Introduction

Spinal and bulbar muscular atrophy (SBMA) is an adult-onset, hereditary motor neuron disease characterized by muscle atrophy, weakness, and bulbar involvement [14]. SBMA is caused by the expansion of a CAG triplet repeat within the first exon of the androgen receptor (AR) gene [5, 6]. SBMA is a male-specific disease and this appears to stem from the testosterone-dependent accumulation of pathogenic AR proteins in affected neurons [713]. In SBMA mouse models, surgical castration delays the disease onset and reverses the neuromuscular phenotype [10, 13]. Similar effects emerge when the mice are treated with leuprorelin, a luteinizing hormone-releasing hormone agonist that reduces testosterone release [11]. In a phase II clinical trial, leuprorelin suppressed the accumulation of pathogenic AR and slowed the deterioration of motor function in SBMA patients during an open-labeled follow-up period [14, 15]. However, in a large scale phase III randomized controlled trial, the effects of leuprorelin on clinical endpoints were not clearly demonstrated [16]. These discrepancies appear to be partly attributable to placebo-related effects in the large scale trial [16]. Namely, the decrease in motor functions of placebo-treated patients in the phase III trial was milder than that in previous clinical studies without intervention [15].

The effects of placebo on outcome measures are likely to be an important concern in clinical trials of disease modifying therapies for neurodegenerative disorders, because placebo-related improvements may mask the true efficacy of interventions [17, 18]. It is, however, difficult to precisely estimate the magnitude of the placebo effect. The aim of this study was to analyze the effects of placebo on various outcome measures by comparing the progression of motor impairment in untreated and placebo-treated SBMA patients.

Methods

Patients

We analyzed two independent groups: the natural history group (NHG) and the placebo-treated group (PTG). For the NHG, a total of 34 male patients with a diagnosis of SBMA were recruited consecutively and received no specific treatment. The inclusion criteria for the NHG were as follow: (1) genetically confirmed male Japanese SBMA patients with more than one of the following symptoms: muscle weakness, muscle atrophy, or bulbar palsy; and (2) aged 25–75 years old at the time of informed consent. Patients were excluded if they met any of the following criteria: (1) inability to attend periodical follow-up visits; (2) unable to stand upright for 6 min without assistance; (3) tachycardia (>120/min) or uncontrolled hypertension (>180/100 mmHg); (4) angina pectoris or myocardial infarction; (5) severe bulbar palsy or other severe complications such as malignancy; (6) medical history of allergy to barium; (7) hormonal therapies within 48 weeks before informed consent; (8) castrated; and (9) participated in any other clinical trials within 12 weeks before informed consent. All of the patients were followed in Nagoya University Hospital. Data collected during the 48 weeks from the initial evaluation were used for this study. Data for the NHG patients were collected between January 2007 and May 2008.

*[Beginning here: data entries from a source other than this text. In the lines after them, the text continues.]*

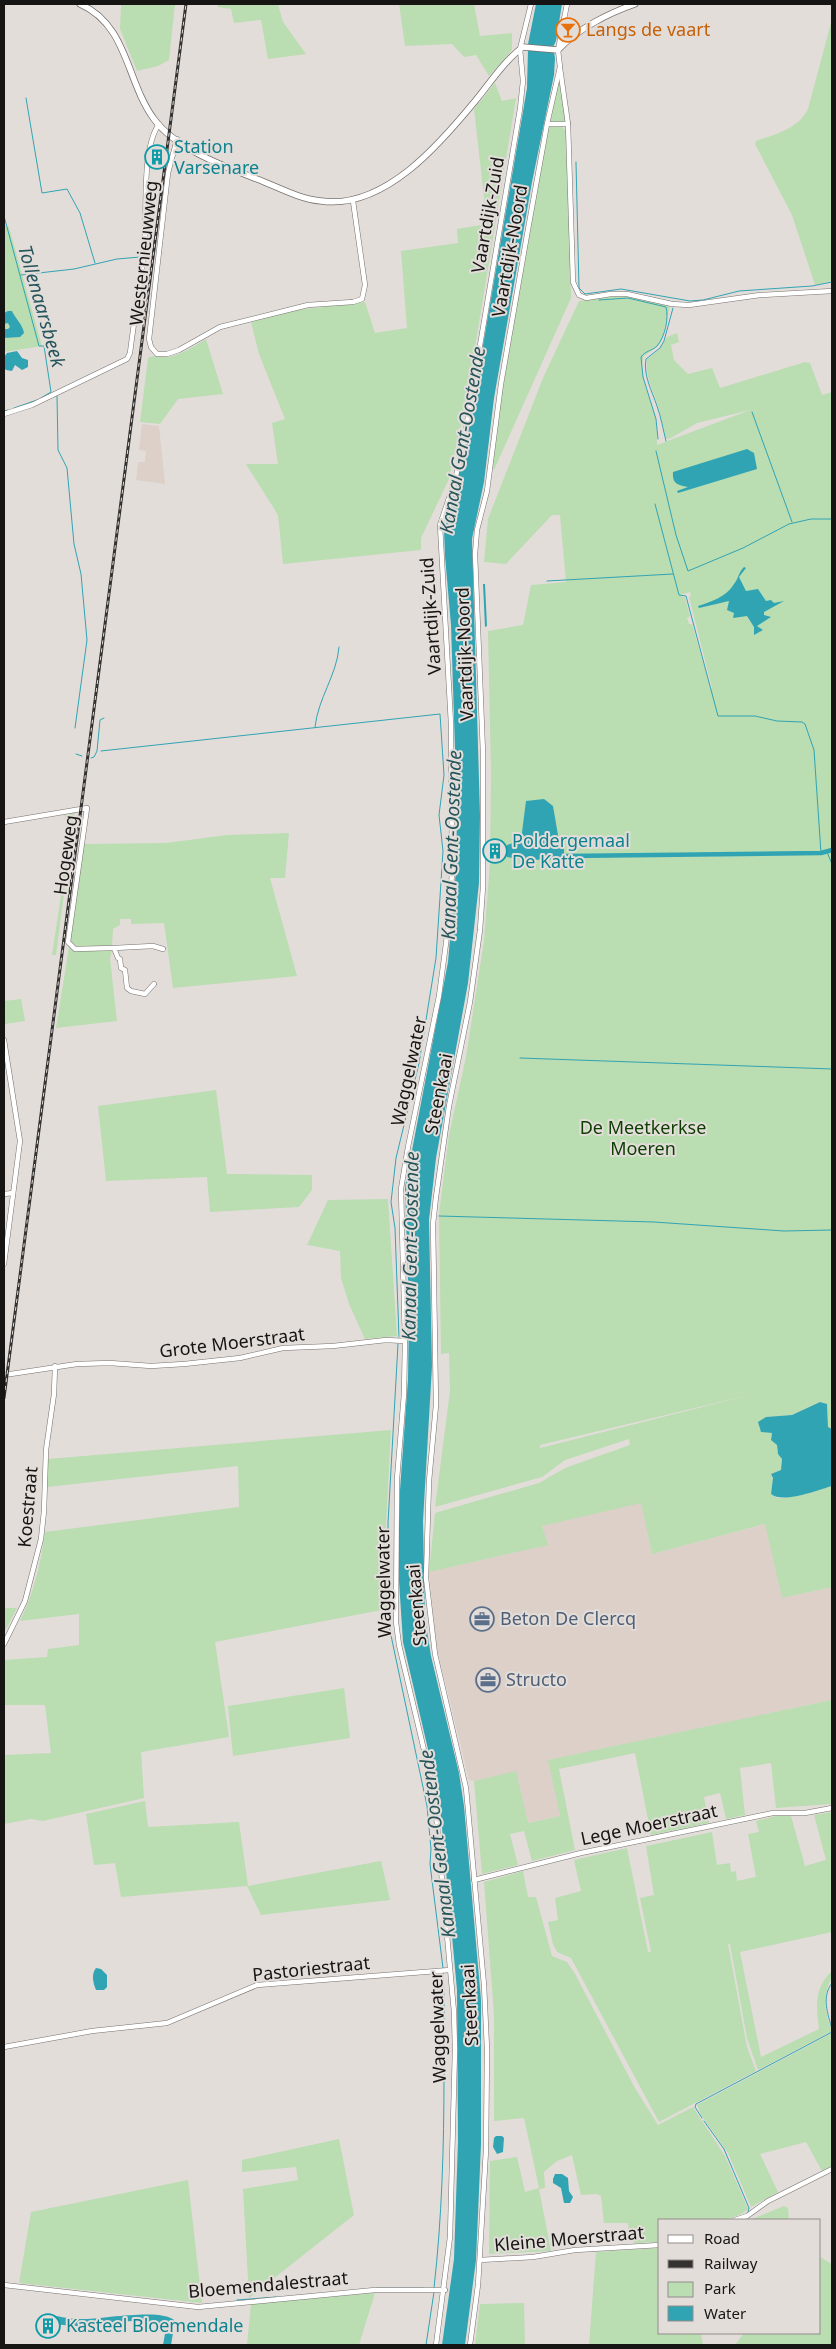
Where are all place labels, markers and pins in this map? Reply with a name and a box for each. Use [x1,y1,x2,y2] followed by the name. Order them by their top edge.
[555,17,581,43] bar icon: Langs de vaart
[586,17,711,41] place label: Langs de vaart
[174,134,259,179] place label: Station Varsenare
[144,144,170,170] building icon: Station Varsenare
[512,828,630,873] place label: Poldergemaal De Katte
[482,838,508,864] building icon: Poldergemaal De Katte
[469,1606,495,1632] office icon: Beton De Clercq
[500,1606,636,1630] place label: Beton De Clercq
[475,1667,501,1693] office icon: Structo
[506,1667,567,1691] place label: Structo
[35,2313,61,2339] building icon: Kasteel Bloemendale
[66,2313,243,2337] place label: Kasteel Bloemendale

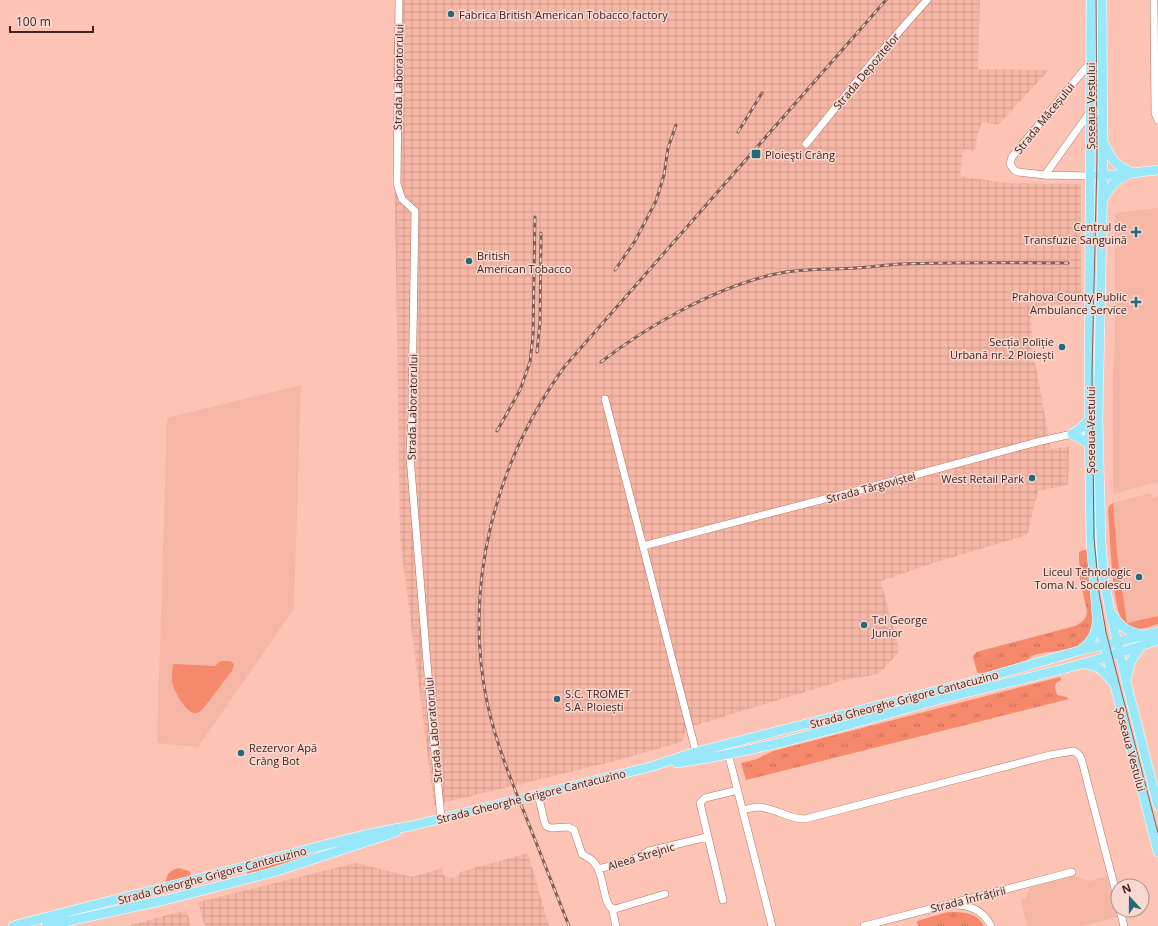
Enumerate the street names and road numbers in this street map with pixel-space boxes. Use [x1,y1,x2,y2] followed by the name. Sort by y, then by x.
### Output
[390,24,406,130] street label: Strada Laboratorului
[830,29,903,112] street label: Strada Depozitelor
[1083,63,1098,149] street label: Șoseaua Vestului
[1010,79,1078,157] street label: Strada Măceșului
[404,354,420,460] street label: Strada Laboratorului
[1083,387,1098,473] street label: Șoseaua Vestului
[825,468,917,506] street label: Strada Târgoviștei
[808,666,1000,731] street label: Strada Gheorghe Grigore Cantacuzino
[421,676,445,784] street label: Strada Laboratorului
[1113,705,1149,793] street label: Șoseaua Vestului
[435,765,628,827] street label: Strada Gheorghe Grigore Cantacuzino
[606,839,676,873] street label: Aleea Strejnic
[116,842,308,907] street label: Strada Gheorghe Grigore Cantacuzino
[929,882,1007,916] street label: Strada Înfrățirii

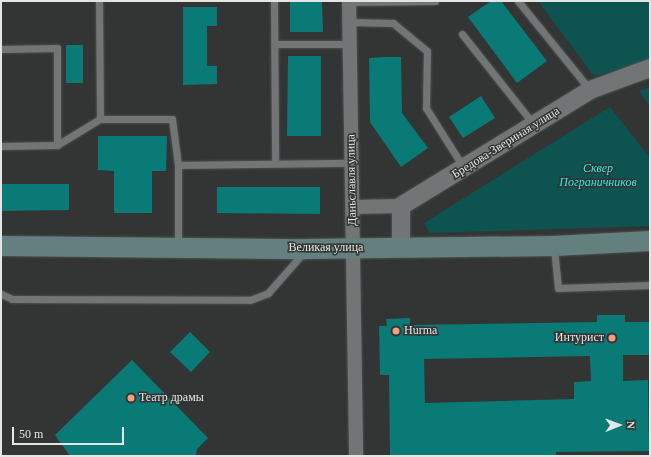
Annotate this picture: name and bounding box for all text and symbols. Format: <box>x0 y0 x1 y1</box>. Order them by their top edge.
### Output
street label: Бредова-Звериная улица <box>450 104 562 182</box>
street label: Даньславля улица <box>344 134 360 226</box>
park label: Сквер Пограничников <box>559 162 637 190</box>
street label: Великая улица <box>289 241 363 255</box>
place label: Hurma <box>404 324 437 338</box>
marker: Hurma <box>391 326 401 336</box>
place label: Интурист <box>555 331 604 345</box>
marker: Интурист <box>607 333 617 343</box>
place label: Театр драмы <box>139 391 204 405</box>
marker: Театр драмы <box>126 393 136 403</box>
north arrow <box>599 405 639 445</box>
scale bar <box>14 419 126 445</box>
text: N <box>625 421 637 429</box>
text: 50 m <box>19 427 43 441</box>

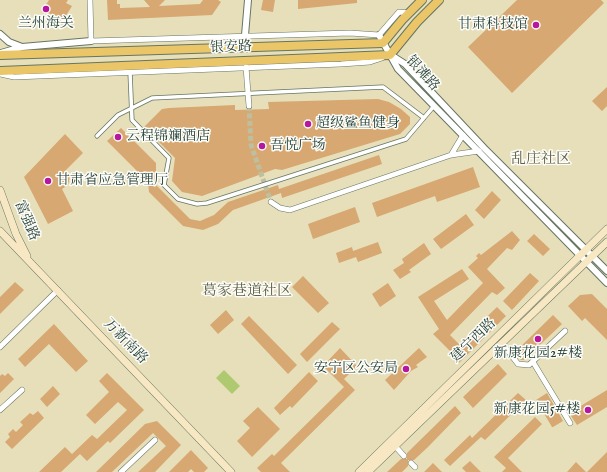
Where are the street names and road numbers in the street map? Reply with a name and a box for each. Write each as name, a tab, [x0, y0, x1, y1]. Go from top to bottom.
street label: 银安路	[210, 39, 252, 57]
street label: 银滩路	[402, 53, 442, 95]
street label: 富强路	[10, 198, 42, 244]
street label: 万新南路	[100, 316, 150, 368]
street label: 建宁西路	[448, 316, 500, 366]

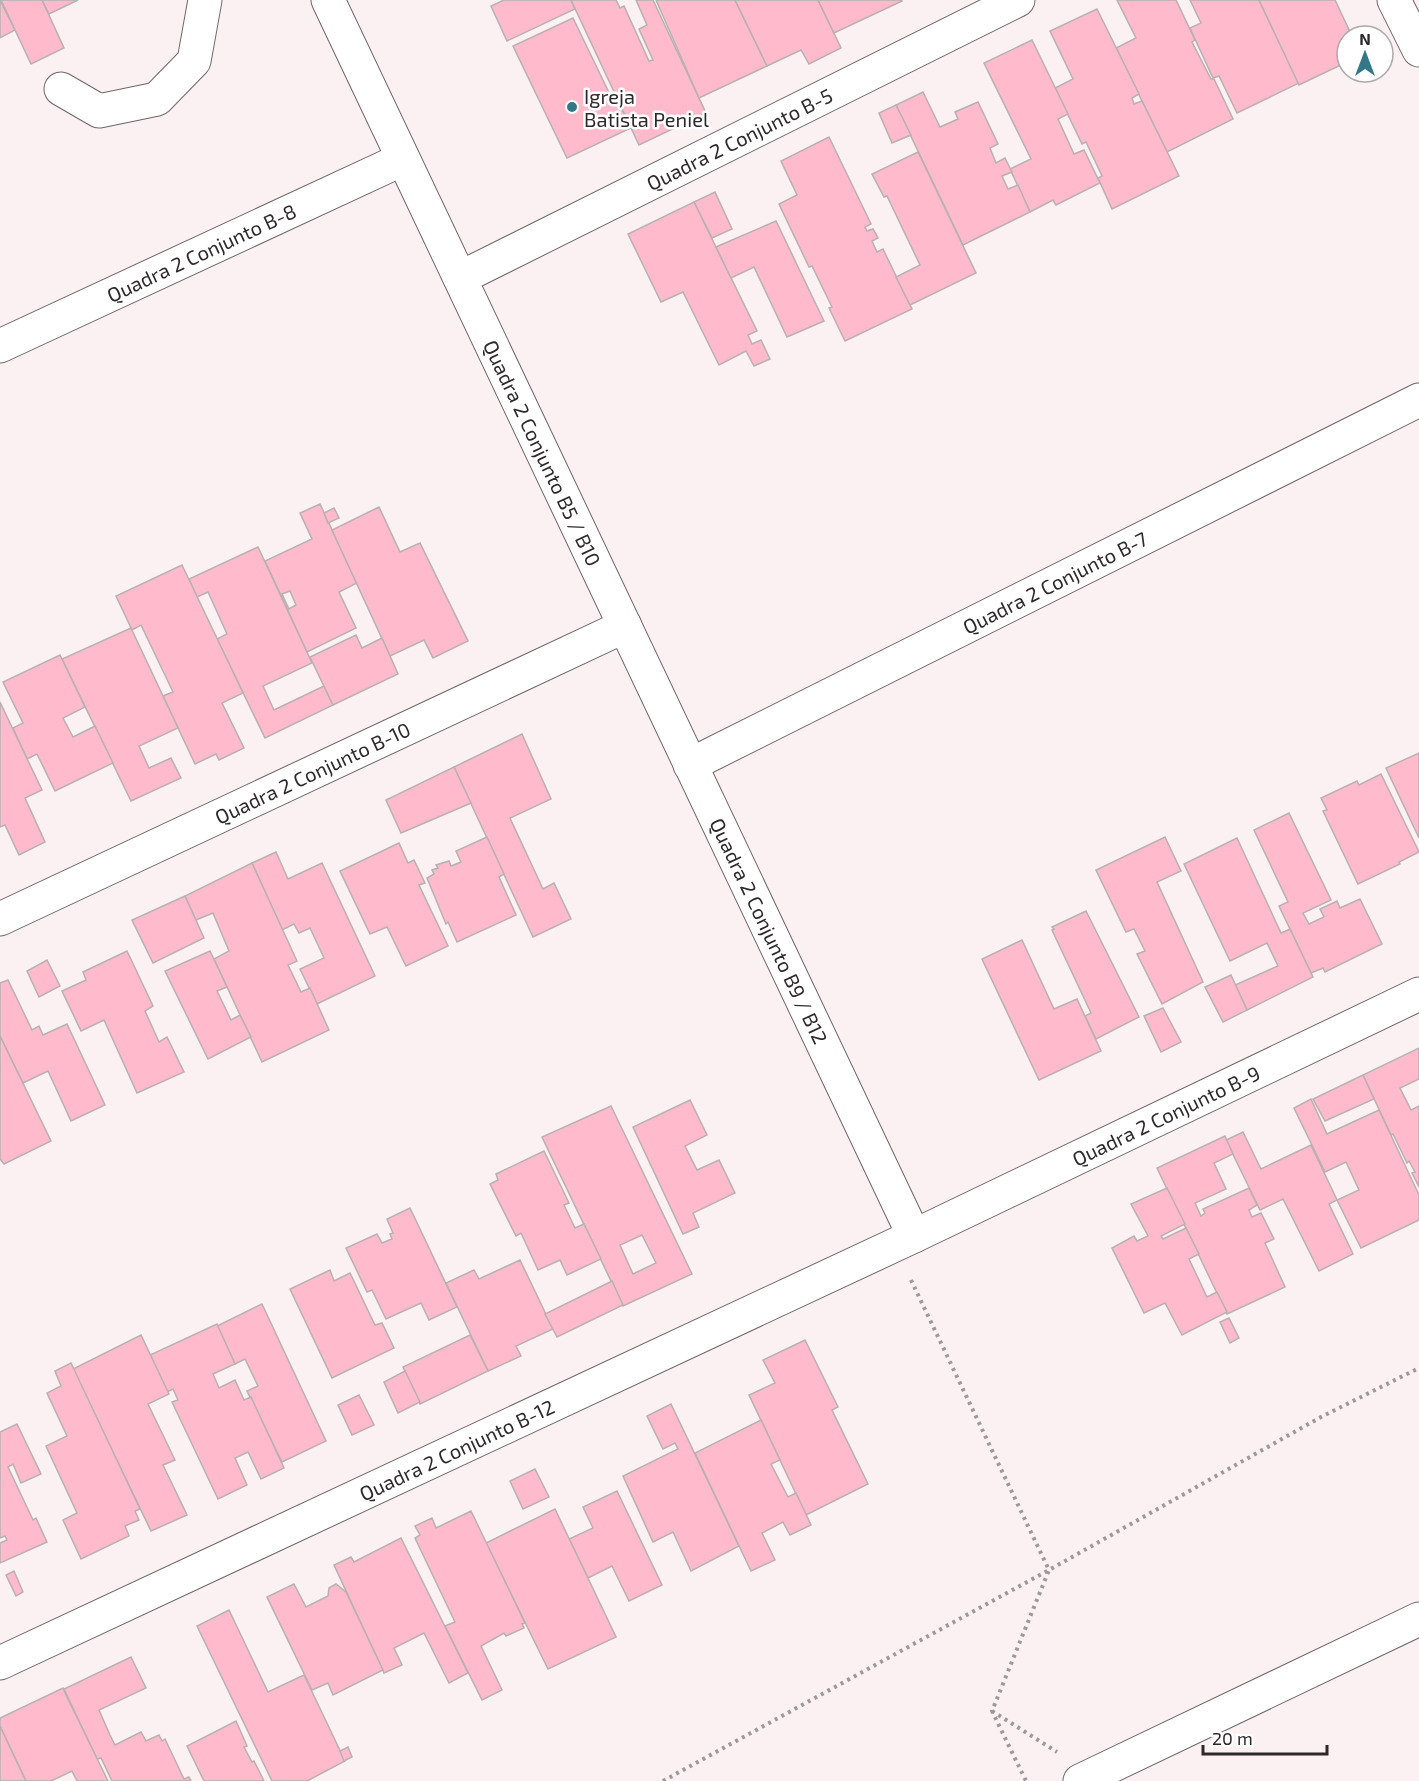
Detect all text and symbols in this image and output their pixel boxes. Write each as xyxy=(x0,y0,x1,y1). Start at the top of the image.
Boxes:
north arrow xyxy=(1335,24,1395,84)
text: N xyxy=(1359,29,1371,48)
street label: Quadra 2 Conjunto B-5 xyxy=(642,83,836,195)
place label: Igreja Batista Peniel xyxy=(584,84,709,131)
marker: Igreja Batista Peniel xyxy=(565,100,579,114)
street label: Quadra 2 Conjunto B-8 xyxy=(103,198,300,307)
street label: Quadra 2 Conjunto B5 / B10 xyxy=(479,336,606,570)
street label: Quadra 2 Conjunto B-7 xyxy=(959,526,1151,639)
street label: Quadra 2 Conjunto B-10 xyxy=(211,716,414,829)
street label: Quadra 2 Conjunto B9 / B12 xyxy=(705,814,833,1047)
street label: Quadra 2 Conjunto B-9 xyxy=(1068,1060,1263,1171)
street label: Quadra 2 Conjunto B-12 xyxy=(355,1394,558,1505)
scale bar xyxy=(1203,1718,1328,1756)
text: 20 m xyxy=(1212,1727,1253,1749)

For the PTG, we used the data from 99 male patients with SBMA who participated in the previous randomized double-blind phase III clinical trial and received placebo for 48 weeks [16]. The inclusion and exclusion criteria for the PTG were equivalent to those for the NHG [16]. Briefly, patients who were 30–70 years old without a desire to procreate were included.

Both studies conformed to the ethical guidelines for human genome/gene analysis research and those for epidemiological studies endorsed by the Japanese government. The Institutional Review Board of Nagoya University Graduate School of Medicine approved the study, and all of the participants gave their written informed consent.

Clinical evaluations

The common measurements for the NHG and PTG were the revised amyotrophic lateral sclerosis functional rating scale (ALSFRS-R), the 5-item amyotrophic lateral sclerosis assessment questionnaire (ALSAQ-5), a modified quantitative myasthenia gravis score (mQMG score), and the 6 min walk distance (6MWD). These outcome measures were used to evaluate the activities of daily living (ADL), quality of life, motor function, and walking capacity, respectively, and were measured at weeks 0, 24, and 48 in both NHG and PTG.

The ALSFRS is a validated questionnaire-based scale that measures physical function in ALS patients performing the ADL [19]. The revised version of this scale, the ALSFRS-R, was generated to improve the disproportion of weighting given to the limbs and bulbar, as compared to respiratory dysfunction, in the original test. The ALSFRS-R was translated into Japanese and validated [20]. The ALSFRS-R is divided into three domains: bulbar-related, limb- and trunk-related, and respiration-related [20].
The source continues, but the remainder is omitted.